Thursday, January 28, 2010

How to Pitch a Script

The first thing I learned is that a pitch is not a performance. "It's a conversation to discover if there's a match between what the listener is looking for and what you have to offer" (http://www.scriptologist.com/Magazine/Tips/Pitch/pitch.html). When discussing your pitch, make sure you describe the genre in which your story will be and some background information about the story. When describing your pitch, you want to use articulate language. Make sure that you sound like you know what you're talking about, because the people you're pitching to will appreciate if you just get down to business and already have in mind what message you're trying to get across without wasting too much of their time. Also, before anything meeting has happened, re read your script. Make sure you have everything in there you want, and everything out that you don't because there could be changes you want to make.
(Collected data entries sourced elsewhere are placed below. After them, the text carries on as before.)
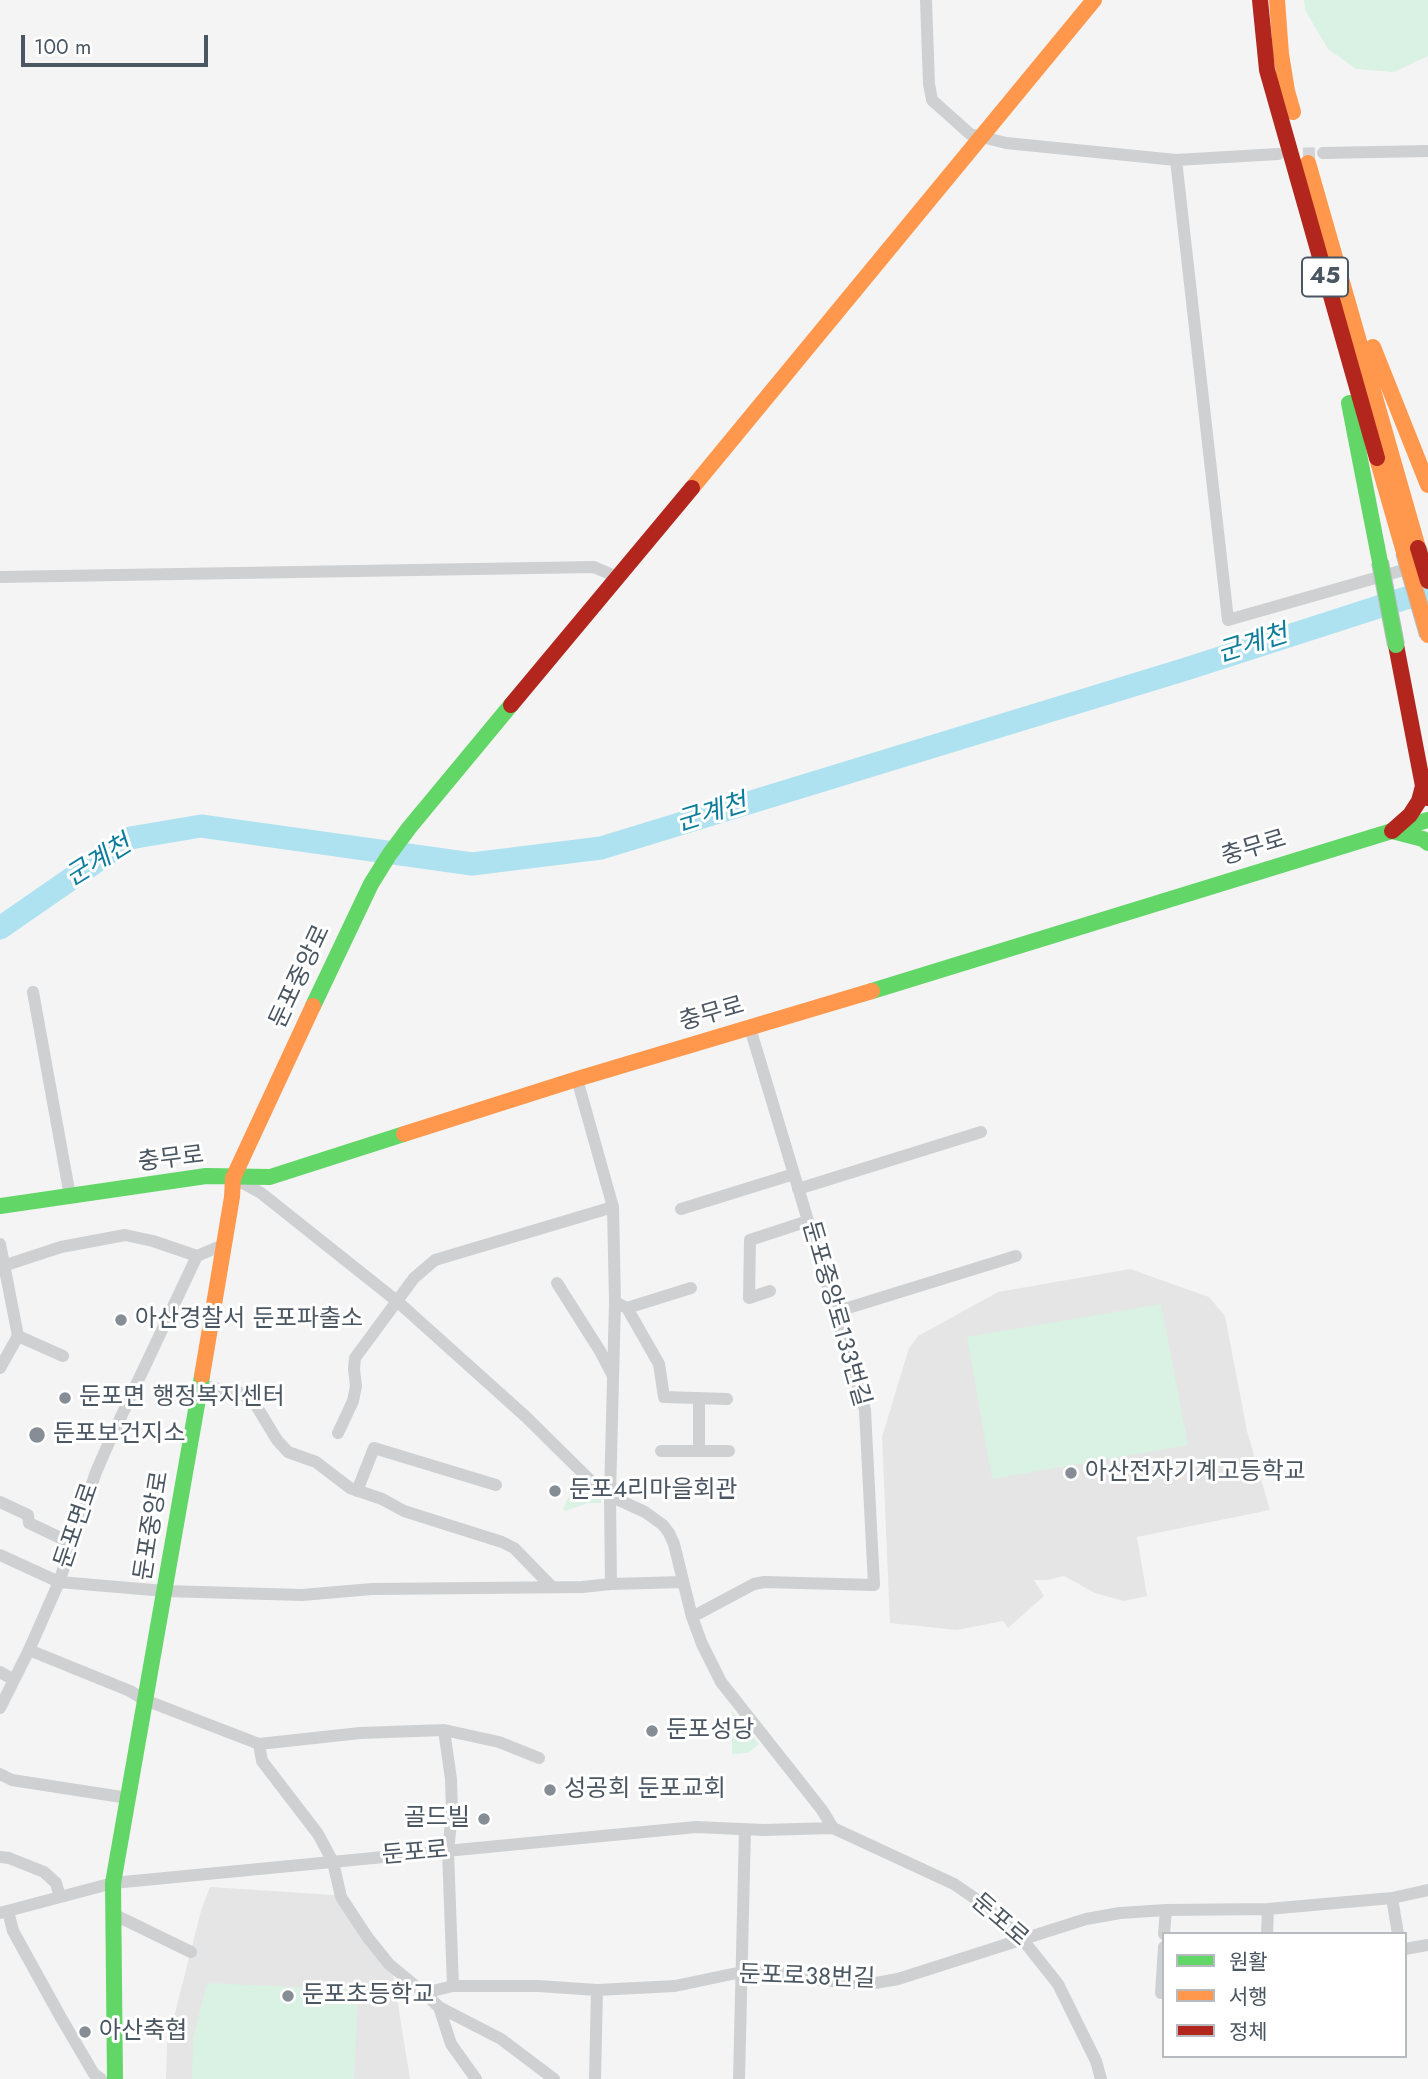 <!DOCTYPE html>
<meta charset="utf-8">
<style>
body{margin:0}
#map{position:relative;width:1428px;height:2079px;overflow:hidden;background:#f4f4f4;font-family:Jost,"Noto Sans KR",sans-serif}
canvas{display:block}
.legend{position:absolute;left:1162px;top:1932px;width:245px;height:126px;box-sizing:border-box;background:#fff;border:2px solid #b7bbc0;margin:0;padding:9px 12px;list-style:none;font-size:21px;color:#4a5661}
.legend li{display:flex;align-items:center;gap:14px;height:35px}
.legend b{width:35px;border:2px solid #b7bbc0}
.scale{position:absolute;left:21px;top:35px;width:187px;height:32px;box-sizing:border-box;border:4px solid #4a5661;border-top:0;padding-left:9px;font-size:21px;line-height:24px;white-space:nowrap;color:#4a5661;-webkit-text-stroke:5px #fff;paint-order:stroke}
</style>
<div id="map">
<canvas width="1428" height="2079"></canvas>
<ul class="legend">
<li><b style="height:9px;background:#63d668"></b>원활</li>
<li><b style="height:9px;background:#ff974d"></b>서행</li>
<li><b style="height:9px;background:#b3261e"></b>정체</li>
</ul>
<div class="scale">100 m</div>
</div>
<script>
const ctx = document.querySelector('canvas').getContext('2d');
ctx.lineJoin = 'round';
function fill(path, color) {
  ctx.fillStyle = color;
  ctx.fill(path, 'evenodd');
}
function shape(rows) {
  const path = new Path2D();
  for (const r of rows) {
    path.moveTo(r[0], r[1]);
    for (let i = 2; i < r.length; i += 2) path.lineTo(r[i], r[i + 1]);
  }
  return path;
}
function strokePath(path, color, width, dash) {
  ctx.strokeStyle = color;
  ctx.lineWidth = width;
  ctx.lineCap = dash ? 'butt' : 'round';
  ctx.setLineDash(dash || []);
  ctx.stroke(path);
}
function drawText(font, color, halo, rows, align = 'center') {
  ctx.font = font + ' Jost,"Noto Sans KR",sans-serif';
  ctx.lineWidth = 6;
  ctx.setLineDash([]);
  ctx.textBaseline = 'middle';
  ctx.strokeStyle = halo;
  ctx.fillStyle = color;
  for (const [text, x, y, turn = 0] of rows) {
    ctx.save();
    ctx.translate(x, y);
    ctx.rotate((+turn || 0) * Math.PI / 180);
    ctx.textAlign = isNaN(turn) ? turn : align;
    if (halo) ctx.strokeText(text, 0, 0);
    ctx.fillText(text, 0, 0);
    ctx.restore();
  }
}
const education = shape([
 [1130,1269,1209,1297,1225,1316,1247,1431,1270,1510,1137,1537,1147,1596,1124,1601,1095,1593,1064,1576,1047,1580,1034,1580,1044,1596,1008,1628,1003,1621,957,1630,890,1623,882,1437,909,1348,918,1336,998,1292],
 [210,1887,334,1895,393,1974,410,2079,166,2079,167,2044,201,1911]
]);
const green = shape([
 [1304,0,1428,0,1428,56,1394,72,1356,69,1328,49,1305,10],
 [1161,1304,1188,1445,992,1479,967,1337],
 [577,1479,601,1497,601,1503,588,1503,565,1511,563,1509],
 [732,1711,759,1744,748,1753,732,1754],
 [207,1983,358,1990,354,2079,192,2079,193,2039]
]);
const river = shape([
 [0,928,130,838,201,826,472,864,601,848,1186,669,1428,591]
]);
const streetTunnel = shape([
 [1285,154,1323,153]
]);
const street = shape([
 [926,0,929,84,932,100,970,134,1006,143,1176,160,1278,154],
 [1323,153,1428,151],
 [1176,160,1228,620,1414,567],
 [0,577,594,567,617,577],
 [33,992,70,1196],
 [577,1079,613,1207,615,1302,610,1496,611,1584,683,1582],
 [234,1178,261,1193,398,1302,525,1416,596,1486,610,1496,645,1512,663,1525,669,1533,674,1544,692,1617,702,1644,721,1682,822,1810,833,1828,954,1884,986,1906,1010,1927,1023,1940,1058,1984,1096,2061,1101,2079],
 [798,1189,981,1132],
 [681,1209,794,1174],
 [0,1244,18,1336],
 [0,1267,61,1247,125,1235,153,1241,197,1256],
 [557,1283,600,1351,613,1376],
 [770,1291,749,1298,750,1240,808,1221],
 [615,1302,627,1308,659,1364,664,1397,727,1399],
 [627,1308,691,1288],
 [835,1312,1016,1256],
 [0,1368,18,1336,63,1356],
 [199,1385,240,1393,254,1402,277,1440,288,1452,316,1462,350,1488,382,1499,404,1511,502,1542,514,1548,552,1587],
 [699,1398,699,1451],
 [338,1433,353,1401,356,1386,354,1369,355,1358,414,1278,435,1260,613,1207],
 [661,1451,729,1451],
 [357,1491,374,1448,496,1485],
 [0,1502,28,1515,29,1523,71,1543],
 [0,1555,59,1582,165,1591,302,1595,372,1589,582,1587,611,1584],
 [692,1617,754,1584,764,1582,874,1585,865,1410,750,1028],
 [29,1650,130,1691,145,1700,259,1744,360,1733,444,1730,499,1742,539,1758],
 [0,1672,14,1680],
 [0,1708,29,1650,59,1582,96,1472,110,1440,197,1256,223,1245],
 [444,1730,451,1779,452,1813,448,1851,453,1986],
 [259,1744,262,1761,318,1834,333,1862,341,1897,368,1938,389,1964,424,1993,453,1986,538,1986,597,1990,675,1986,737,1973,774,1972,818,1980,870,1984,898,1979,1086,1919,1120,1913,1166,1910,1268,1909,1392,1898,1428,1890],
 [0,1774,12,1780,128,1798],
 [0,1857,9,1858,44,1872,56,1883,60,1897],
 [1392,1898,1398,1934],
 [8,1911,13,1931,60,2016,94,2074,101,2079],
 [0,1913,113,1883,696,1827,763,1830,833,1828],
 [113,1914,191,1952],
 [1164,1934,1166,1910],
 [1267,1934,1268,1909],
 [1405,1949,1428,1945],
 [424,1993,439,2007,451,2044,476,2079],
 [1161,1993,1164,1947],
 [439,2007,501,2039,554,2079],
 [595,2079,597,1990],
 [739,2079,745,1829]
]);
const fast = shape([
 [1349,403,1380,562],
 [1392,831,1423,839,1428,843],
 [872,991,1428,820],
 [313,1006,371,884,389,855,409,828,511,705],
 [0,1206,206,1176,270,1177,404,1134],
 [115,2079,113,1883,202,1376]
]);
const slow = shape([
 [1277,0,1281,54,1287,91,1293,112],
 [1308,163,1418,548],
 [1373,347,1428,485],
 [1377,458,1404,552],
 [692,488,1094,0],
 [404,1134,577,1079,872,991],
 [202,1376,232,1197,233,1178,313,1006]
]);
const jam = shape([
 [1260,0,1267,70,1377,458],
 [1396,645,1423,786,1428,798],
 [511,705,692,488],
 [1392,831,1410,815,1419,801,1423,786]
]);
const fastBridge = shape([
 [1380,562,1396,645]
]);
const slowBridge = shape([
 [1404,552,1428,635]
]);
const jamBridge = shape([
 [1418,548,1428,581]
]);
const markers = [
 [121,1320,7,"#868d94"],
 [65,1398,7,"#868d94"],
 [37,1435,9,"#868d94"],
 [1071,1473,7,"#868d94"],
 [555,1491,7,"#868d94"],
 [652,1731,7,"#868d94"],
 [550,1790,7,"#868d94"],
 [484,1819,7,"#868d94"],
 [288,1996,7,"#868d94"],
 [85,2032,7,"#868d94"]
];
const shields = [
 [1325,277,46]
];
const shieldNames = [
 ["45",1325,277]
];
const streetNames = [
 ["충무로",1254,849,-17],
 ["둔포중앙로",301,977,-65],
 ["충무로",712,1015,-16],
 ["충무로",171,1160,-7],
 ["둔포중앙로133번길",835,1314,74],
 ["둔포면로",78,1526,-71],
 ["둔포중앙로",153,1526,-81],
 ["둔포로",415,1854,-5],
 ["둔포로",999,1921,41],
 ["둔포로38번길",807,1978,2]
];
const poiNames = [
 ["아산경찰서 둔포파출소",135,1320],
 ["둔포면 행정복지센터",79,1398],
 ["둔포보건지소",53,1435],
 ["아산전자기계고등학교",1085,1473],
 ["둔포4리마을회관",569,1491],
 ["둔포성당",666,1731],
 ["성공회 둔포교회",564,1790],
 ["골드빌",470,1819,"right"],
 ["둔포초등학교",302,1996],
 ["아산축협",99,2032]
];
const waterNames = [
 ["군계천",1253,645,-17],
 ["군계천",712,814,-17],
 ["군계천",99,862,-32]
];
fill(education, '#e6e5e6');
fill(green, '#d9f2e3');
strokePath(river, '#aee2f0', 23);
strokePath(streetTunnel, '#d2d4d7', 12, [12, 6]);
strokePath(street, '#ced0d2', 12);
strokePath(fast, '#63d668', 16);
strokePath(slow, '#ff974d', 16);
strokePath(jam, '#b3261e', 16);
strokePath(fastBridge, '#b9bec3', 18, []);
strokePath(slowBridge, '#b9bec3', 18, []);
strokePath(jamBridge, '#b9bec3', 18, []);
strokePath(fastBridge, '#63d668', 16);
strokePath(slowBridge, '#ff974d', 16);
strokePath(jamBridge, '#b3261e', 16);
for (const [x, y, r, color] of markers) {
  const dot = new Path2D();
  dot.arc(x, y, r, 0, 2 * Math.PI);
  ctx.fillStyle = color;
  ctx.fill(dot);
  strokePath(dot, '#fff', 2.5);
}
for (const [x, y, w] of shields) {
  const box = new Path2D();
  box.roundRect(x - w / 2, y - 19.5, w, 39, 5);
  ctx.fillStyle = '#fff';
  ctx.fill(box);
  strokePath(box, '#4a5661', 2);
}
drawText('bold 23px', '#4a5661', null, shieldNames);
drawText('24px', '#4a5661', '#fff', streetNames);
drawText('24px', '#4a5661', '#fff', poiNames, 'left');
drawText('italic 26px', '#0c7c9b', '#fff', waterNames);
</script>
In things to avoid, don't oversell your pitch. If you're discussing it too heavily or have too much information, it could possibly over flood your points and have the producers not even want to consider it. For example, don't discuss every scene word for word with every character and action that happens. Instead, discuss important scenes with primarily your main characters. Another thing you want to avoid is disagreeing with the people you're pitching your script to. Even if you disagree with their ideas, take it with constructive criticism, rather than arguing, which'll probably get and your script no where. Instead, use those ideas and possibly retransform your script into something you and the producers agree upon.